An closing html tag { text: </a, len: 3 }


A react tag { text: <ReactTag, len: 9 }


A react tag { text: <ReactTag2, len: 10 }


An closing react tag { text: </ReactTag2, len: 11 }


An closing html tag { text: </div, len: 5 }

Solution

  • I only looked at the action you indicated. If you make these same errors elsewhere, I'm sure you'll be able to find them.

    Here's the "<"{HTML_TAG} action, with my commentaries:

    {
      int yytextlen = yyleng;
    

    What's the point of this variable? yyleng is not going to change its value during the execution of this action. Just use it.

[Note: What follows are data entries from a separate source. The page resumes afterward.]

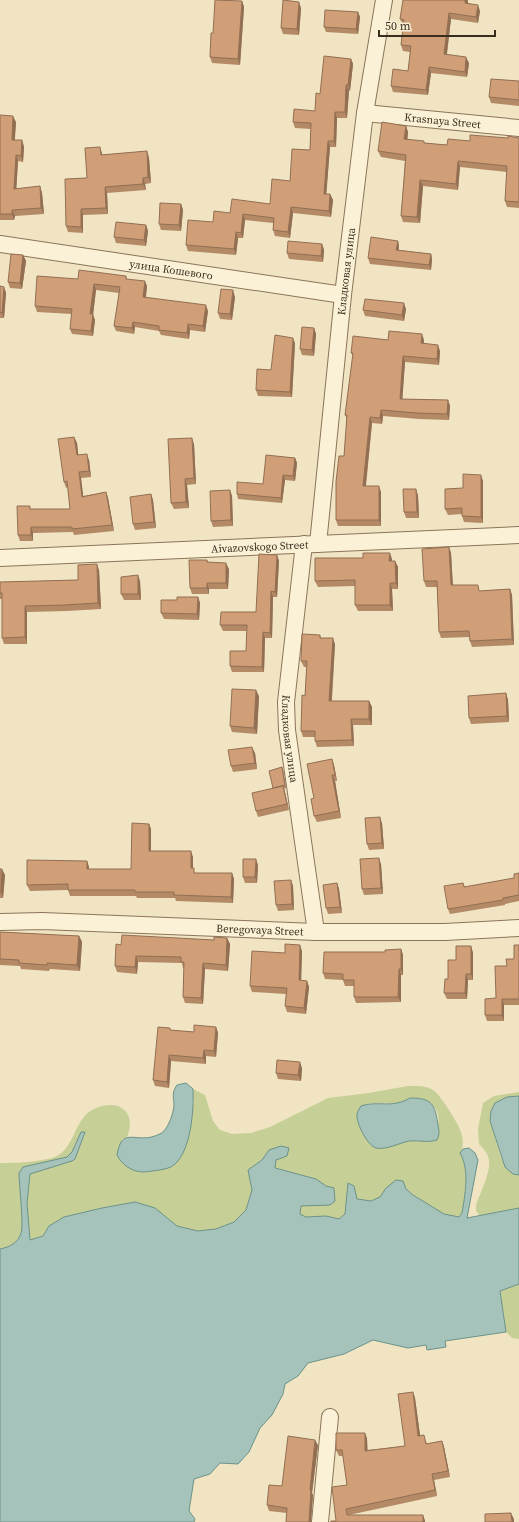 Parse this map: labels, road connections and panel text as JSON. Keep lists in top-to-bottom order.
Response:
{
  "streets": {
    "street": [
      "Krasnaya Street",
      "улица Кошевого",
      "Кладковая улица",
      "Aivazovskogo Street",
      "Beregovaya Street"
    ]
  },
  "crossings": [
    ["Krasnaya Street", "Кладковая улица"],
    ["улица Кошевого", "Кладковая улица"],
    ["Кладковая улица", "Aivazovskogo Street"],
    ["Кладковая улица", "Beregovaya Street"]
  ],
  "scale_bar": "50 m"
} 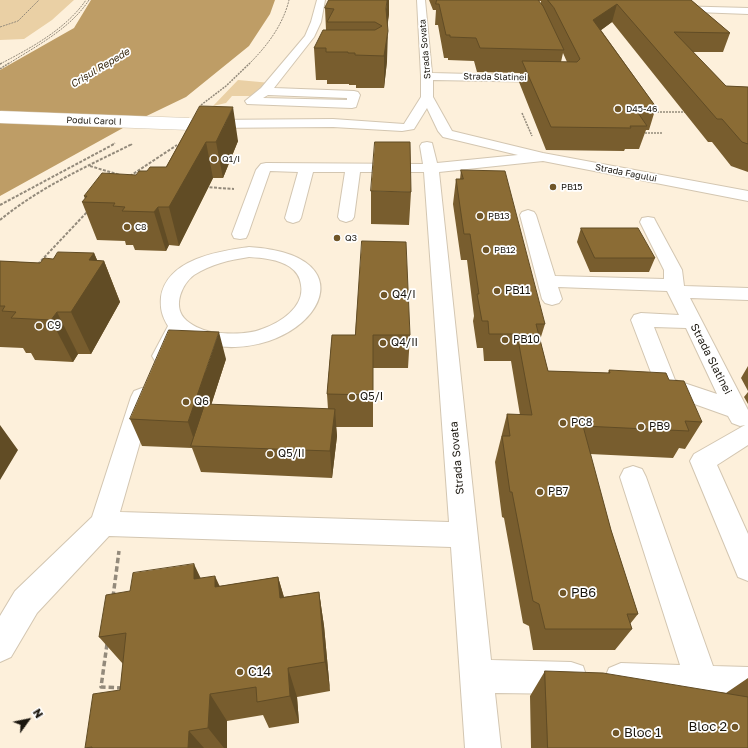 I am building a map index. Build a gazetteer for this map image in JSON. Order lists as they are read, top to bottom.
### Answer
{
  "streets": {
    "street": [
      "Strada Sovata",
      "Strada Slatinei",
      "Podul Carol I",
      "Strada Fagului"
    ]
  },
  "crossings": [
    ["Strada Sovata", "Strada Slatinei"],
    ["Strada Sovata", "Strada Fagului"],
    ["Podul Carol I", "Strada Fagului"]
  ],
  "water": ["Crișul Repede"],
  "places": [
    "D45-46",
    "Q1/I",
    "PB15",
    "PB13",
    "C8",
    "Q3",
    "PB12",
    "PB11",
    "Q4/I",
    "C9",
    "PB10",
    "Q4/II",
    "Q5/I",
    "Q6",
    "PC8",
    "PB9",
    "Q5/II",
    "PB7",
    "PB6",
    "C14",
    "Bloc 2",
    "Bloc 1"
  ],
  "north": "top right"
} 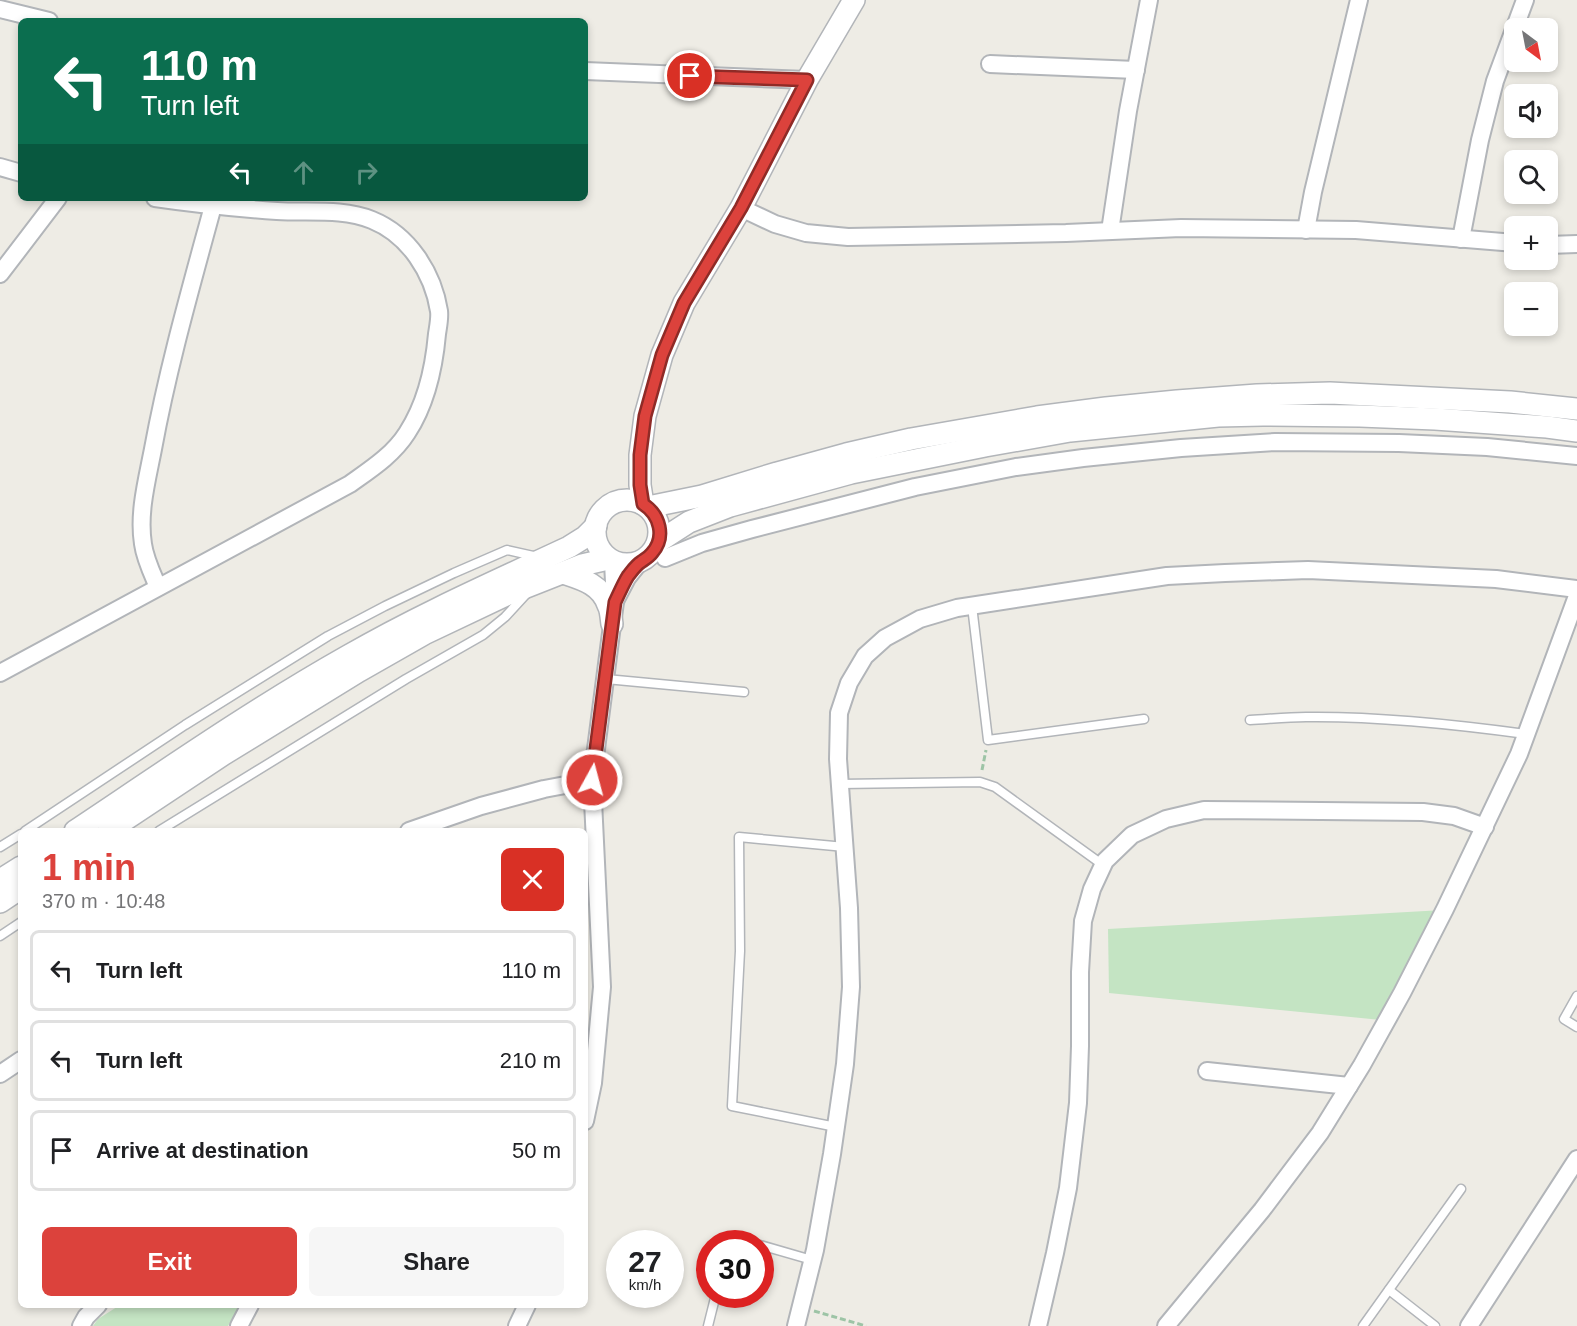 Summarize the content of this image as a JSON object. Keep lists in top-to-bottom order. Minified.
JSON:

      char tagName[yytextlen - 1];
    

    You want to save a tagname whose with yyleng - 1 characters (since yyleng includes the <.) That means you need a temporary string whose size is yyleng - 1 + 1 (or yyleng for short), because you need to NUL-terminate the copy. Except you don't really need this copy. But we'll get back to that later.

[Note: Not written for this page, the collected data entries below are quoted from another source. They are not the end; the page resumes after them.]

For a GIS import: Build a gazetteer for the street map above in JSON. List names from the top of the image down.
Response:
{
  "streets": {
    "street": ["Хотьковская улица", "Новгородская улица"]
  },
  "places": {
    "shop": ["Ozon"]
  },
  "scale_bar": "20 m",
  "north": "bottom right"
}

      printf("tagName: %s, tagName length: %lu\n", tagName, strlen(tagName));
    

    I know you're planning on copy yytext into tagName, but you haven't done it yet. So at this point it is uninitialised storage. Trying to print it is Undefined Behaviour. Trying to get its length with strlen is Undefined Behaviour. Obviously, this is going to print garbage. (Anyway, why do you need to compute strlen? You know exactly how long this string is going to be: yyleng - 1.)

      strncpy(tagName, yytext + 1, yytextlen - 1);
    

    At some point I'm going to give up on this argument, but this is a great illustration of why you shouldn't use strncpy (except in the rare use case for which it was designed: fixed length database fields which don't require NUL termination). People seem to think strncpy is "safer" that strcpy because it has an n in its name. But it's actually extremely unsafe, even less safe than strcpy, because it doesn't NUL-terminate the copy. As we've seen above, you didn't leave enough space for the NUL terminator either, so if you had used strcpy, which does NUL terminate, then it would have written the NUL terminator outside of the buffer. But if you had made the buffer big enough, strcpy would have been exactly correct.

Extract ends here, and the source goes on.